3rd Generation Hainanese ‘Pau’ Makers – Authenticity GuaranteedMay 21, 2011 | 5,692 views
*The original article appeared in the May edition of I.M. – a one of a kind, reader-powered lifestyle magazine. Go grab a copy from your favourite bookstore; for RM3.50 each.
It’s disheartening to see the youngsters nowadays, rushing for nothing but empty calories in the form of fast food, frozen pre-packed foodstuff, greasy unrecognizable morsels and eating in the malls for the sake of convenience more than anything. And yes, even when the price is a few folds more expensive compared to the real deal out there.
You can barely hear about stories on how people travel far and wide, going on food hunts to the rural outskirts of the city, or appreciating a good old feast cooked from the freshest of ingredients from the wet market, or noodles fried with charcoal fire in a most labour-intensive manner, or even biscuits/breads baked NOT in electronic/microwave ovens, but utilizing the most traditional of means.
Talk about Kalumpang, a small town in Hulu Selangor and chances are the young ones will be scratching their heads in a puzzled manner. I don’t blame them, for I myself was one who has never heard of this place that reminded me of Sungkai; an equally small town in Perak where I used to visit when I was small. Only until the time when I passed by Tanjung Malim en route to Kuala Lumpur, that we decided to venture off the beaten track, and into the wild, so to speak. A road less traversed equals a gem worth discovering, usually ……
True enough, the GPS pointed us to this coffee shop named Cheong Fong. Supposedly good for the steamed buns (‘pau’ as we call them) in the late afternoons and curry laksa in the mornings. Half-expecting the shop to resemble the commercialized Yik Mun in Tanjung Malim (also famous for their pau, but gone upmarket now with frozen ones in supermarkets!), imagine our surprise when coming across the façade of this place; an old, pre-war shoplot still reasonably well-preserved until this very day. Judging from the exterior and interior of this shop, its legacy has definitely run for more than half a century.
A fact to which the current owner; Jack Tan, acknowledged and proudly explained about the shop’s rich 70 years-odd history, and he’s the 3rd generation running the business. A whirlwind tour around the kitchen revealed that they still steam the ‘pau’ like the olden days; and don’t expect fancy fillings here.
Only 4 types are available here; kaya (coconut egg jam), BBQ pork, curry vegetables and dessicated coconut. The fluffy creations are only available from 12.30pm onwards, so don’t expect a cup of steaming hot coffee and fresh, fluffy buns in the mornings just yet.

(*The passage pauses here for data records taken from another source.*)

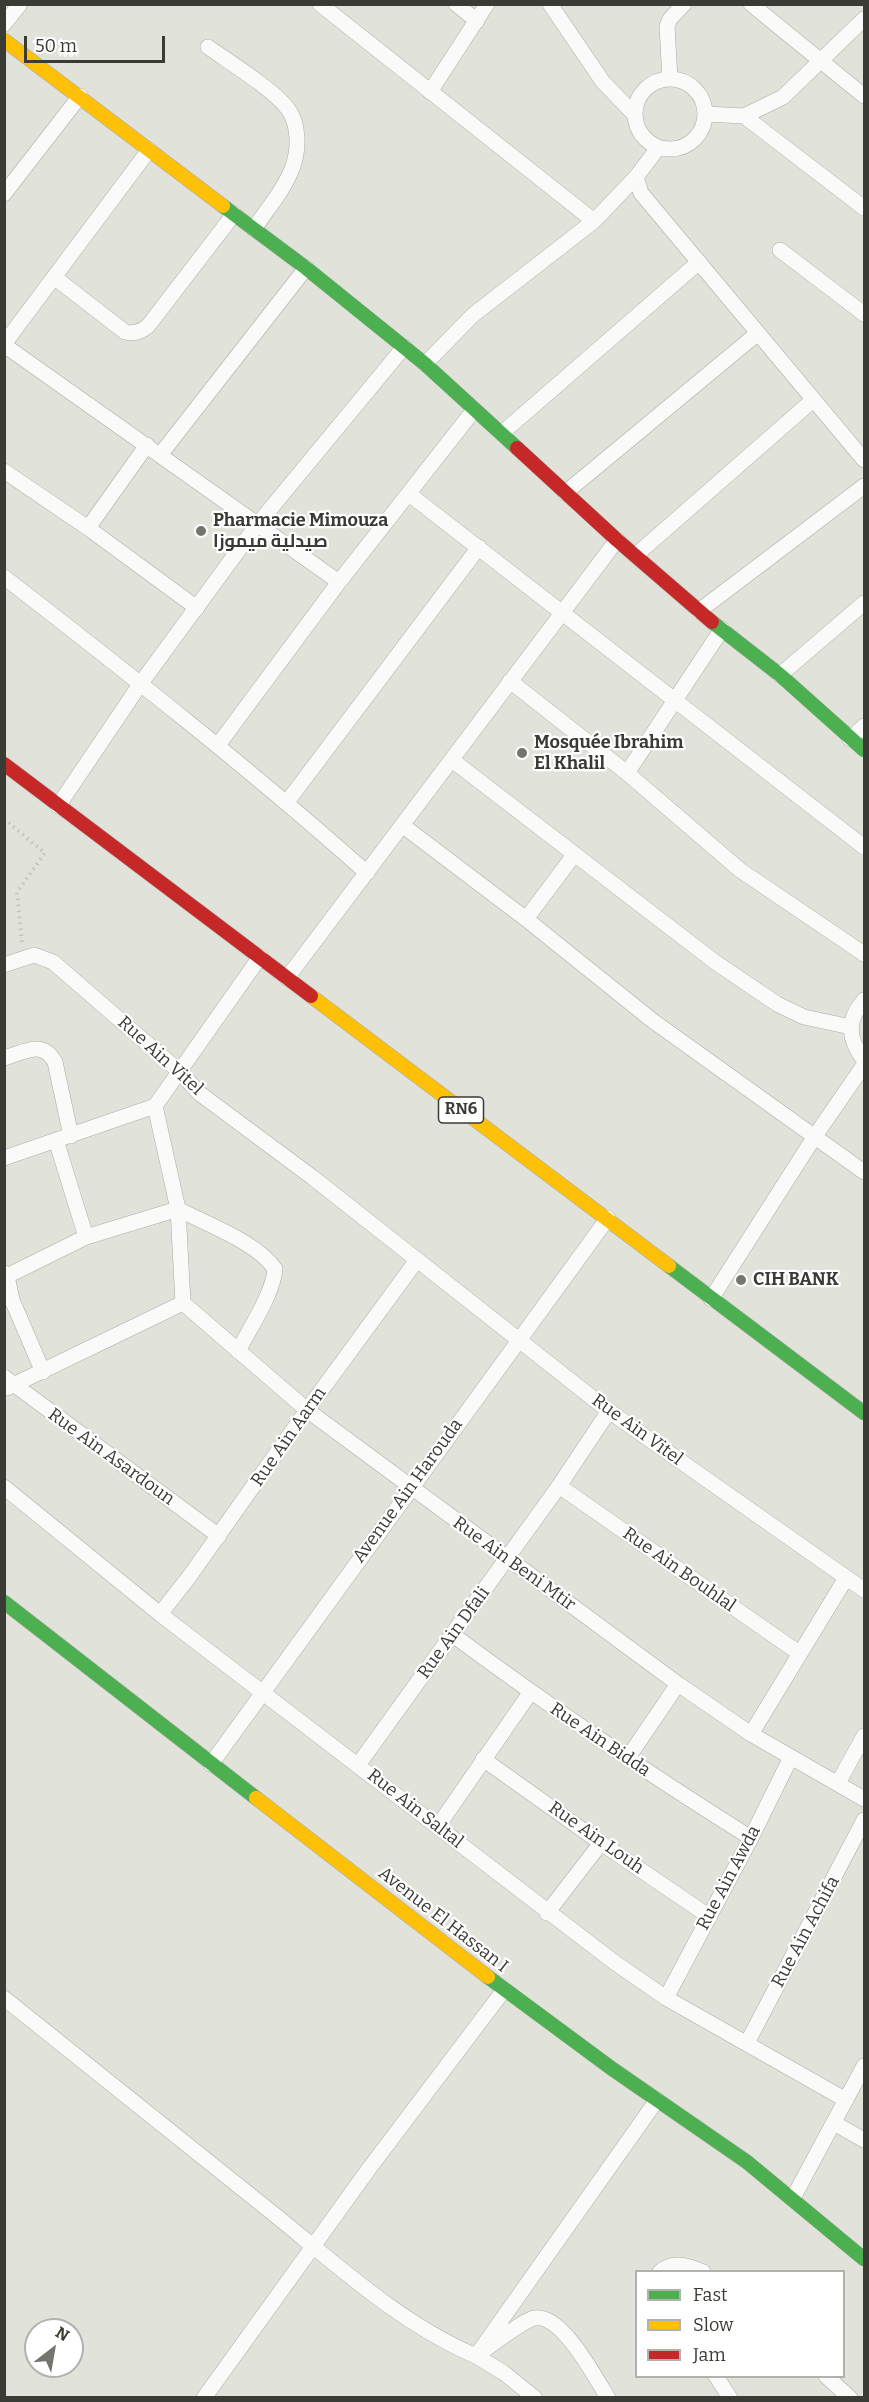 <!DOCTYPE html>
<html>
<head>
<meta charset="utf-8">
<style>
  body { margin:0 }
  #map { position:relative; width:869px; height:2402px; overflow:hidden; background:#e1e2da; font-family:Bitter,serif }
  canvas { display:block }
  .frame { position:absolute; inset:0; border:6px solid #3b3b35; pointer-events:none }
  .legend { position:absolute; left:635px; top:2270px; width:210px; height:108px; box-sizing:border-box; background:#fff; border:2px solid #b1b1ae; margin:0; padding:8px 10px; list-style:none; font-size:18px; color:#3b3b35 }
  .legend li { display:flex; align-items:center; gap:12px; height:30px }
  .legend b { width:30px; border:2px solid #b1b1ae }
  .north { position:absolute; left:24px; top:2318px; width:60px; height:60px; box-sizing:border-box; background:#fff; border:2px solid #b1b1ae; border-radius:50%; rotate:31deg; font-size:16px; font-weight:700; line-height:24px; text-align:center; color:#3b3b35 }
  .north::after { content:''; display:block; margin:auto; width:21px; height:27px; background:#75756f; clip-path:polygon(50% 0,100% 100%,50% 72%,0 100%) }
  .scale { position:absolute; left:24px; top:36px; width:141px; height:27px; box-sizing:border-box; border:3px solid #3b3b35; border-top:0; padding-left:8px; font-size:18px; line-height:21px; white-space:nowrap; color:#3b3b35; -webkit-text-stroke:4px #fff; paint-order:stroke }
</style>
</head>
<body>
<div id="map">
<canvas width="869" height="2402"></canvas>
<div class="frame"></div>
<ul class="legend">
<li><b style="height:8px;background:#4caf50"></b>Fast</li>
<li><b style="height:8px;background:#ffc107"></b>Slow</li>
<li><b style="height:8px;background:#c62828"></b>Jam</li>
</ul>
<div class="north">N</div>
<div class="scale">50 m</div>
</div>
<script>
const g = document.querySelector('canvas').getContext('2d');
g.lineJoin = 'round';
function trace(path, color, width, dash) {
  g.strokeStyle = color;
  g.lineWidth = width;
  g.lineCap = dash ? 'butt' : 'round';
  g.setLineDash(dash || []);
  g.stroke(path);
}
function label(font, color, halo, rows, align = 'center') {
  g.font = font + ' Bitter,Cairo,serif';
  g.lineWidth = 4.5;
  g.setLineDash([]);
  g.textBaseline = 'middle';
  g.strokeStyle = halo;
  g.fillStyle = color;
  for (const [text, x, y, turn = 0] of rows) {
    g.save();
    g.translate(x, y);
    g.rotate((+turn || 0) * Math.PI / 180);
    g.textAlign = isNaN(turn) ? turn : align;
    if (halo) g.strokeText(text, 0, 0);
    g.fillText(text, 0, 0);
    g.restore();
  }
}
const path = new Path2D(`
  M 4,819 L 45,853 L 17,892 L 22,943`);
const street = new Path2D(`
  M 320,4 L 594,221
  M 456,4 L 477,21
  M 550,4 L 603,82 L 634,114
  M 751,4 L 864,96
  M 4,24 L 20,4
  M 208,47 C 229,62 273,89 288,109 C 299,124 299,149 293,166 C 285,189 267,209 254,229
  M635 114a35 35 0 1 1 70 0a35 35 0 1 1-70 0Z
  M 670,79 L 667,26 L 670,19 L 684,4
  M 430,92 L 487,4
  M 706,114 L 744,116 L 783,97 L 864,19
  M 744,116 L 864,208
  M 636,177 L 641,193 L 864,460
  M 4,194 L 80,96
  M 780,250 L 864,314
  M 54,277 L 125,332 C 135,334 140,332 148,326 L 234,214
  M 4,344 L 149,150
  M 4,345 L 339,582 L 218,745
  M 425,364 L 473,315 L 594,221 L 636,177 L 658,148
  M 502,433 L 699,262
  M 160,455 L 306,268
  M 4,471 L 88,528 L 197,608
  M 565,493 L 758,333
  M 409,494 L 864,847
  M 88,528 L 147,445
  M 636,555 L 813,400
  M 4,577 C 128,673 250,769 367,873
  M 339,582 L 474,410
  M 699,611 L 864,486
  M 780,675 L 864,603
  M 510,681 L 627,773 L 740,870 L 864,954
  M 850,739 L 864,726
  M 452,760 L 715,962 L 777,1004 L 804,1017 L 851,1027
  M 627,773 L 722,629
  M 287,802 L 479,547
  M 58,806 L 141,683 L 257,525 L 404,347
  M 402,825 L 526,919 L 653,1021 L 864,1172
  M 526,919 L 574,855
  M 4,965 L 34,955 L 53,962 L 180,1072 L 199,1093 L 312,1177 L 609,1411 L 864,1590
  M 287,978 L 617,540
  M 864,1000 C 846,1021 848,1039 864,1060
  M 4,1058 C 25,1052 42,1039 55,1062 L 71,1136
  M 155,1106 L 178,1209 L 183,1303
  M 56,1140 L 86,1237
  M 4,1158 L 155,1106 L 260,957
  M 4,1273 L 7,1276 L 12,1300 L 43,1372
  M 7,1276 L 86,1237 L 178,1209 C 206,1224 257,1242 275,1269 C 273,1294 250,1328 238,1351
  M 711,1299 L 815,1136 L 864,1065
  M 183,1303 L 307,1410 L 678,1684 L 751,1734 L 864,1799
  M 4,1377 L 219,1536
  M 7,1388 L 183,1303
  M 559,1486 L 799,1653
  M 4,1487 L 160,1614 L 614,1962 L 666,1998 L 846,2100
  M 160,1614 L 189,1577 L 307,1410 L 417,1260
  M 453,1635 C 550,1707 649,1774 751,1838
  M 751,1734 L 846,1578
  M 483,1759 L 601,1843 L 710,1917
  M 627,1759 L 678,1684
  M 211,1764 L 608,1218
  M 358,1765 L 559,1486 L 609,1411
  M 838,1783 L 864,1736
  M 438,1826 L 530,1693
  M 547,1913 L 601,1843
  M 4,1998 C 95,2070 185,2143 275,2215 C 338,2266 401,2324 476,2356 C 486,2349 525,2319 535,2318 C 562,2314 595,2377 608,2398
  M 666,1998 L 751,1838 L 791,1757
  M 747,2043 L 864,1820
  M 834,2123 L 864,2140
  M 793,2198 L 864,2066
  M 660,2272 C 673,2260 689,2266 703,2272
  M 716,2376 L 730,2398
  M 826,2376 L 850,2398
  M 204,2398 L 368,2170 L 504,1990
  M 535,2398 L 504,2373 L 476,2356 L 657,2100`);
const fast = new Path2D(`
  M 223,206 L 306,268 L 425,364 L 517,448
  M 712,622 L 780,675 L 864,750
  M 669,1266 L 864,1413
  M 4,1602 L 256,1798
  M 488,1977 L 611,2068 L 747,2162 L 864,2259`);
const slow = new Path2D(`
  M 4,40 L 223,206
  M 311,996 L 669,1266
  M 256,1798 L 488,1977`);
const jam = new Path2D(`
  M 517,448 L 617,540 L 712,622
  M 4,764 L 311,996`);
const markers = [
  [201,531,6,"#75756f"],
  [522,753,6,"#75756f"],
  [741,1280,6,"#75756f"]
];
const shields = [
  [461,1110,45]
];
const shieldNames = [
  ["RN6",461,1110]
];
const poiNames = [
  ["Pharmacie Mimouza",213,521],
  ["صيدلية ميموزا",213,542],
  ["Mosquée Ibrahim",534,743],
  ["El Khalil",534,764],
  ["CIH BANK",753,1280]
];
const streetNames = [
  ["Rue Ain Vitel",160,1056,42],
  ["Rue Ain Vitel",637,1430,36],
  ["Rue Ain Aarm",289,1437,-55],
  ["Rue Ain Asardoun",111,1457,36],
  ["Avenue Ain Harouda",408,1491,-54],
  ["Rue Ain Beni Mtir",514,1564,36],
  ["Rue Ain Bouhlal",679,1570,35],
  ["Rue Ain Dfali",454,1633,-54],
  ["Rue Ain Bidda",600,1740,34],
  ["Rue Ain Saltal",415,1809,38],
  ["Rue Ain Louh",596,1838,35],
  ["Rue Ain Awda",729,1878,-62],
  ["Avenue El Hassan I",443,1920,38],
  ["Rue Ain Achifa",806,1932,-62]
];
trace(street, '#ababa5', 16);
trace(fast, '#ababa5', 15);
trace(slow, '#ababa5', 15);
trace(jam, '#ababa5', 15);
trace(path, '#c2c2bf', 4, [1.5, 4.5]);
trace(street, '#fafbf9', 15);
trace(fast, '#4caf50', 14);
trace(slow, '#ffc107', 14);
trace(jam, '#c62828', 14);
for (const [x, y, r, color] of markers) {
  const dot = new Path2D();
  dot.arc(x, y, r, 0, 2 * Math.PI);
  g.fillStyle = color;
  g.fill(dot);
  trace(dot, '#fff', 2);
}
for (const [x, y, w] of shields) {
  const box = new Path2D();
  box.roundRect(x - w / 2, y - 13, w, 26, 4.5);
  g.fillStyle = '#fff';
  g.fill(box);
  trace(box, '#3b3b35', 1.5);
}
label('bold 16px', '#3b3b35', null, shieldNames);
label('bold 18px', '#3b3b35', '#fff', poiNames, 'left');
label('18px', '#3b3b35', '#fff', streetNames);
</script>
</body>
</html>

However, they are equally famous for their curry laksa in the morning. Or you can go for the nasi lemak in packets; sourced locally. An interesting note here; the rice used is from the glutinous version; hence the sticky quality of the grains. Still, this is worth a few mouthfuls and goes perfectly with the Hainanese tea or coffee.
Or you can order their toasted or steamed Hainanese bread, served with a dollop of their homemade kaya, and a block of frozen butter. Very classic, as you don’t see the modern kopitiams serve their breads in this manner anymore.
Since Cheong Fong’s famous for the ‘pau’, let’s talk about the highlight of the lunch-tea time we had that afternoon. Of all the four flavours; I was really into the ‘char siew’ (BBQ pork) filling that was redolent with dark, caramelized chunks of pork packed in a moist, sweetish gravy. As old-school as it gets, the Char Siew Pau here deserves a nod.
The other savoury filling, with curry julienned yambean and carrot was delectable too, with crunchy bites of vegetables stuffed into the fantastic dough. Good to note that the pau’s dough did not stick to the teeth, or too dry. Good texture, and moist enough. Best to be consumed straight from the steamers.
The sweet varieties were passable, though I have always preferred savoury over sweet fillings. The sweetened dessicated coconut version was notable for the bountiful of fillings, but I found them to be slightly sweeter than desired.
Sadly, we missed the curry laksa this time around. However, we foresee a future visit when we’re on the road going northbound. After all, Hulu Selangor ain’t that far from city centre. Just spend an hour or so and you’ll reach this small, almost forgotten town from KL city.
Question is; are you willing to sacrifice the comfort of air-conditioning and convenience of free Wifi, and embark on a journey on the bumpy roads to reach this serene, charming town in the middle of nowhere?
Cheong Fong Coffee Shop
No 12, Jalan Besar Kalumpang,
Opens from early morning until evening only.